What is required: Determine which lines of the records include the word "dots", and copy them.

Material for this task:
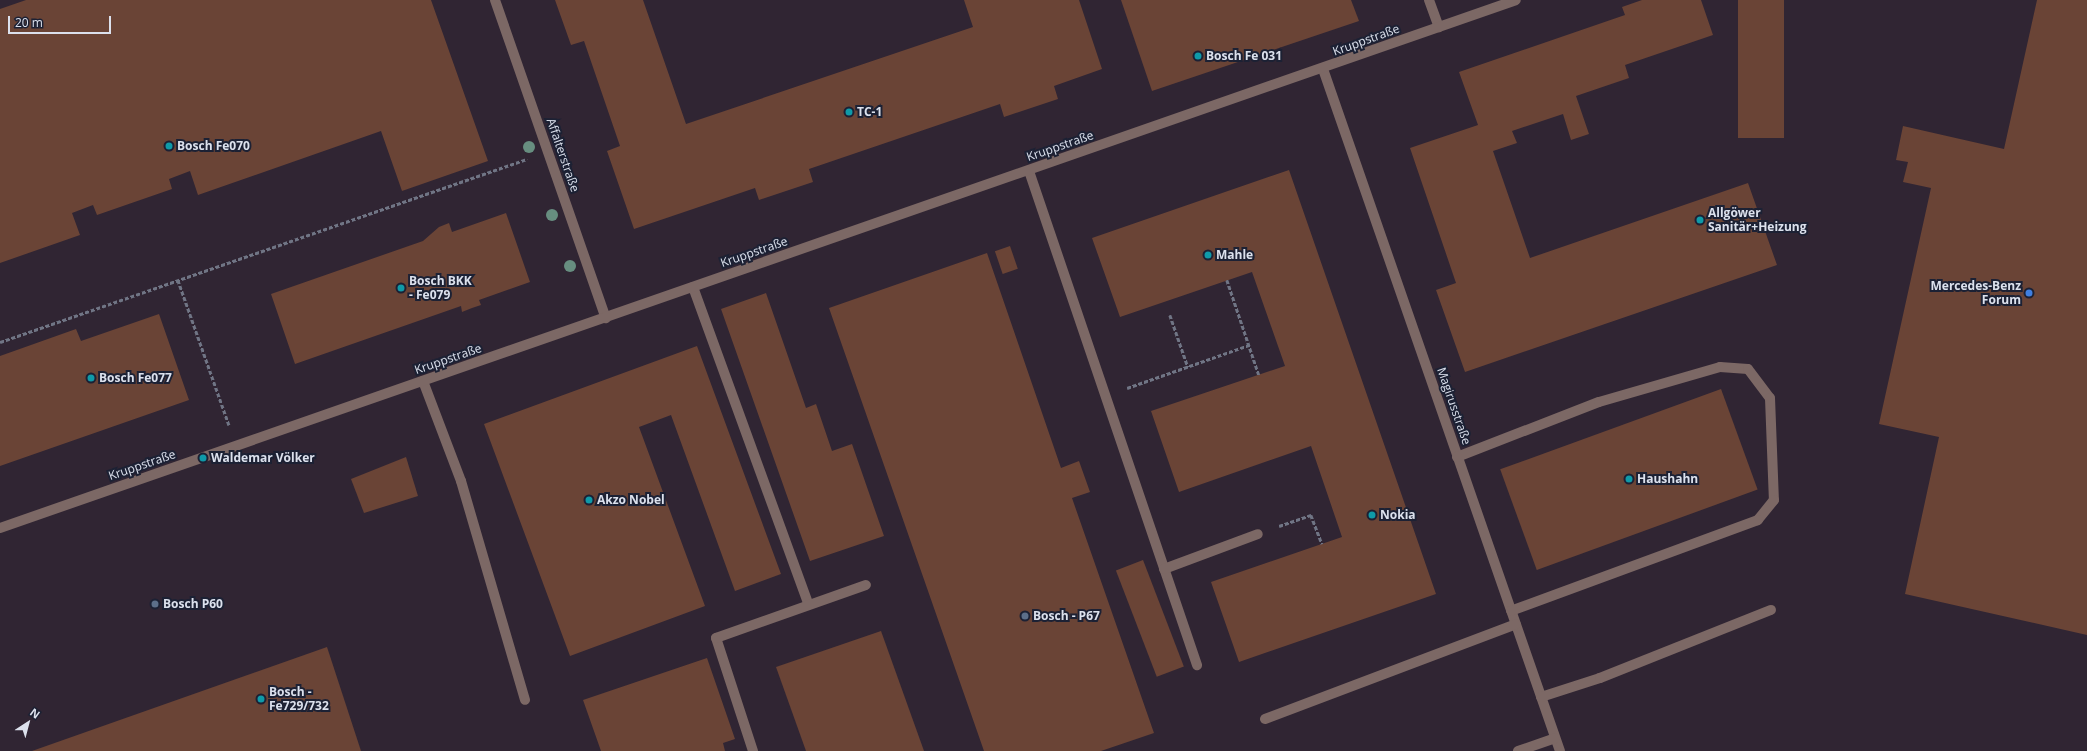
<!DOCTYPE html>
<meta charset="utf-8">
<style>
body{margin:0}
#map{position:relative;width:2087px;height:751px;overflow:hidden;background:#1c2134;font-family:"Open Sans",sans-serif}
div>[style]{position:absolute}
.industrial>*{inset:0;background:#302533;transform-origin:0 0}
.building>*{inset:0;background:#6a4436;transform-origin:0 0}
.path>*{height:2.5px;margin-top:-1.25px;transform-origin:0;background:repeating-linear-gradient(90deg,#707585 0 4px,transparent 0 6px)}
.minor>*{height:10px;margin:-5px;padding:0 5px;transform-origin:5px;border-radius:5px;background:#7c6865}
.trees>*{width:12px;height:12px;margin:-6px;border-radius:50%;background:#678e80}
.dots>*{width:11px;height:11px;translate:-50% -50%;box-sizing:border-box;border:2px solid #1c2134;border-radius:50%}
span{translate:-50% -50%;white-space:nowrap;text-align:center;line-height:1.15;-webkit-text-stroke:4px #1c2134;paint-order:stroke}
.street-label{font-size:12px;color:#dce1ed}
.poi-label{font-size:12px;color:#dce1ed;font-weight:700}
.left{translate:0 -50%;text-align:left}
.right{translate:-100% -50%;text-align:right}
.north{position:absolute;left:8px;top:703px;width:40px;height:40px;-webkit-text-stroke:3px #1c2134;paint-order:stroke;rotate:36deg;font-size:11px;font-weight:700;line-height:16px;text-align:center;color:#dce1ed}
.north::after{content:'';display:block;margin:auto;width:14px;height:18px;background:#dce1ed;clip-path:polygon(50% 0,100% 100%,50% 72%,0 100%)}
.scale{position:absolute;left:8px;top:16px;width:103px;height:18px;box-sizing:border-box;border:2px solid #dce1ed;border-top:0;padding-left:5px;font-size:12px;line-height:14px;white-space:nowrap;color:#dce1ed;-webkit-text-stroke:3px #1c2134;paint-order:stroke}
</style>
<div id="map">
<div class="industrial">
<i style="left:0;top:0;width:2087px;height:751px"></i>
</div>
<div class="building">
<i style="clip-path:polygon(26px 0,431px 0,488px 161px,402px 191px,381px 131px,198px 195px,190px 171px,169px 179px,172px 189px,97px 215px,93px 205px,72px 213px,80px 235px,0 263px,0 9px)"></i>
<i style="clip-path:polygon(555px 0,643px 0,686px 124px,973px 27px,964px 0,1079px 0,1102px 69px,1054px 86px,1058px 99px,1004px 117px,1000px 104px,809px 169px,813px 182px,759px 200px,755px 188px,634px 229px,607px 151px,620px 146px,584px 41px,571px 45px)"></i>
<i style="clip-path:polygon(1121px 0,1351px 0,1359px 21px,1152px 91px)"></i>
<i style="clip-path:polygon(1642px 0,1701px 0,1713px 35px,1625px 65px,1629px 78px,1576px 96px,1589px 134px,1571px 140px,1563px 114px,1512px 131px,1517px 143px,1493px 151px,1530px 258px,1748px 183px,1777px 265px,1465px 372px,1436px 290px,1456px 283px,1410px 148px,1478px 125px,1459px 72px,1625px 15px,1622px 7px)"></i>
<i style="left:1738px;top:0;width:46px;height:138px"></i>
<i style="clip-path:polygon(2037px 0,2087px 0,2087px 635px,1905px 594px,1939px 437px,1879px 424px,1931px 188px,1903px 182px,1908px 162px,1896px 160px,1903px 126px,2004px 149px)"></i>
<i style="clip-path:polygon(1289px 170px,1436px 594px,1239px 662px,1211px 582px,1342px 537px,1311px 446px,1179px 492px,1151px 411px,1285px 366px,1252px 272px,1120px 317px,1092px 238px)"></i>
<i style="clip-path:polygon(506px 213px,530px 282px,479px 300px,481px 305px,472px 308px,462px 312px,461px 306px,295px 364px,271px 294px,423px 241px,439px 227px,449px 223px,452px 232px)"></i>
<i style="left:1010px;top:246px;width:24px;height:16px;rotate:71deg"></i>
<i style="clip-path:polygon(987px 253px,1061px 468px,1079px 461px,1090px 492px,1072px 498px,1154px 733px,1101px 751px,984px 751px,829px 308px)"></i>
<i style="clip-path:polygon(766px 293px,806px 408px,816px 404px,832px 451px,852px 444px,884px 536px,810px 561px,721px 309px)"></i>
<i style="clip-path:polygon(159px 314px,189px 400px,0 466px,0 356px,76px 329px,81px 341px)"></i>
<i style="clip-path:polygon(697px 346px,781px 574px,735px 591px,671px 415px,639px 427px,705px 606px,570px 656px,484px 424px)"></i>
<i style="left:1721px;top:389px;width:107px;height:235px;rotate:70deg"></i>
<i style="clip-path:polygon(406px 457px,418px 496px,364px 513px,351px 479px)"></i>
<i style="left:1143px;top:560px;width:114px;height:29px;rotate:69deg"></i>
<i style="clip-path:polygon(881px 631px,924px 751px,806px 751px,776px 667px)"></i>
<i style="clip-path:polygon(327px 647px,361px 751px,32px 751px)"></i>
<i style="clip-path:polygon(707px 658px,735px 739px,723px 743px,725px 751px,601px 751px,583px 700px)"></i>
</div>
<div class="path">
<i style="left:178px;top:280px;width:154px;rotate:70.6deg"></i>
<i style="left:1227px;top:280px;width:100px;rotate:71.4deg"></i>
<i style="left:1170px;top:315px;width:55px;rotate:70.9deg"></i>
<i style="left:0;top:342px;width:558px;rotate:-19.15deg"></i>
<i style="left:1127px;top:388px;width:129px;rotate:-19.4deg"></i>
<i style="left:1279px;top:526px;width:34px;rotate:-19deg"></i>
<i style="left:1311px;top:515px;width:31px;rotate:69deg"></i>
</div>
<div class="minor">
<i style="left:495px;top:0;width:337px;rotate:70.8deg"></i>
<i style="left:1429px;top:0;width:29px;rotate:70deg"></i>
<i style="left:1323px;top:69px;width:722px;rotate:70.84deg"></i>
<i style="left:1029px;top:171px;width:522px;rotate:71.22deg"></i>
<i style="left:693px;top:287px;width:338px;rotate:70deg"></i>
<i style="left:423px;top:381px;width:107px;rotate:69.2deg"></i>
<i style="left:461px;top:481px;width:228px;rotate:73.7deg"></i>
<i style="left:1457px;top:457px;width:152px;rotate:-21.2deg"></i>
<i style="left:1599px;top:402px;width:126px;rotate:-16.1deg"></i>
<i style="left:1720px;top:367px;width:28px;rotate:4deg"></i>
<i style="left:1748px;top:369px;width:36px;rotate:53deg"></i>
<i style="left:1770px;top:398px;width:102px;rotate:87.8deg"></i>
<i style="left:1774px;top:500px;width:26px;rotate:129deg"></i>
<i style="left:1758px;top:520px;width:263px;rotate:159.8deg"></i>
<i style="left:0;top:528px;width:1605px;rotate:-19.2deg"></i>
<i style="left:1164px;top:569px;width:100px;rotate:-20.4deg"></i>
<i style="left:1541px;top:697px;width:62px;rotate:-17.9deg"></i>
<i style="left:1600px;top:678px;width:184px;rotate:-21.7deg"></i>
<i style="left:1265px;top:719px;width:268px;rotate:-20.7deg"></i>
<i style="left:753px;top:751px;width:119px;rotate:-108.1deg"></i>
<i style="left:716px;top:638px;width:159px;rotate:-19.5deg"></i>
<i style="left:1518px;top:751px;width:39px;rotate:-19deg"></i>
</div>
<div class="trees">
<i style="left:529px;top:147px"></i>
<i style="left:552px;top:215px"></i>
<i style="left:570px;top:266px"></i>
</div>
<div class="dots">
<i style="left:1198px;top:56px;background:#0f9aa8"></i>
<i style="left:849px;top:112px;background:#0f9aa8"></i>
<i style="left:169px;top:146px;background:#0f9aa8"></i>
<i style="left:1700px;top:220px;background:#0f9aa8"></i>
<i style="left:1208px;top:255px;background:#0f9aa8"></i>
<i style="left:401px;top:288px;background:#0f9aa8"></i>
<i style="left:2029px;top:293px;background:#3f7fe0"></i>
<i style="left:91px;top:378px;background:#0f9aa8"></i>
<i style="left:203px;top:458px;background:#0f9aa8"></i>
<i style="left:1629px;top:479px;background:#0f9aa8"></i>
<i style="left:589px;top:500px;background:#0f9aa8"></i>
<i style="left:1372px;top:515px;background:#0f9aa8"></i>
<i style="left:155px;top:604px;background:#5c6f8a"></i>
<i style="left:1025px;top:616px;background:#5c6f8a"></i>
<i style="left:261px;top:699px;background:#0f9aa8"></i>
</div>
<div class="street-label">
<span style="left:1366px;top:40px;rotate:-20deg">Kruppstraße</span>
<span style="left:1060px;top:146px;rotate:-19deg">Kruppstraße</span>
<span style="left:563px;top:155px;rotate:71deg">Affalterstraße</span>
<span style="left:754px;top:252px;rotate:-19deg">Kruppstraße</span>
<span style="left:448px;top:359px;rotate:-19deg">Kruppstraße</span>
<span style="left:1454px;top:406px;rotate:71deg">Magirusstraße</span>
<span style="left:142px;top:465px;rotate:-19deg">Kruppstraße</span>
</div>
<div class="poi-label">
<span class="left" style="left:1206px;top:56px">Bosch Fe 031</span>
<span class="left" style="left:857px;top:112px">TC-1</span>
<span class="left" style="left:177px;top:146px">Bosch Fe070</span>
<span class="left" style="left:1708px;top:220px">Allgöwer<br>Sanitär+Heizung</span>
<span class="left" style="left:1216px;top:255px">Mahle</span>
<span class="left" style="left:409px;top:288px">Bosch BKK<br>- Fe079</span>
<span class="right" style="left:2021px;top:293px">Mercedes-Benz<br>Forum</span>
<span class="left" style="left:99px;top:378px">Bosch Fe077</span>
<span class="left" style="left:211px;top:458px">Waldemar Völker</span>
<span class="left" style="left:1637px;top:479px">Haushahn</span>
<span class="left" style="left:597px;top:500px">Akzo Nobel</span>
<span class="left" style="left:1380px;top:515px">Nokia</span>
<span class="left" style="left:163px;top:604px">Bosch P60</span>
<span class="left" style="left:1033px;top:616px">Bosch - P67</span>
<span class="left" style="left:269px;top:699px">Bosch -<br>Fe729/732</span>
</div>
<div class="north">N</div>
<div class="scale">20 m</div>
</div>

Exercise result:
.dots>*{width:11px;height:11px;translate:-50% -50%;box-sizing:border-box;border:2px solid #1c2134;border-radius:50%}
<div class="dots">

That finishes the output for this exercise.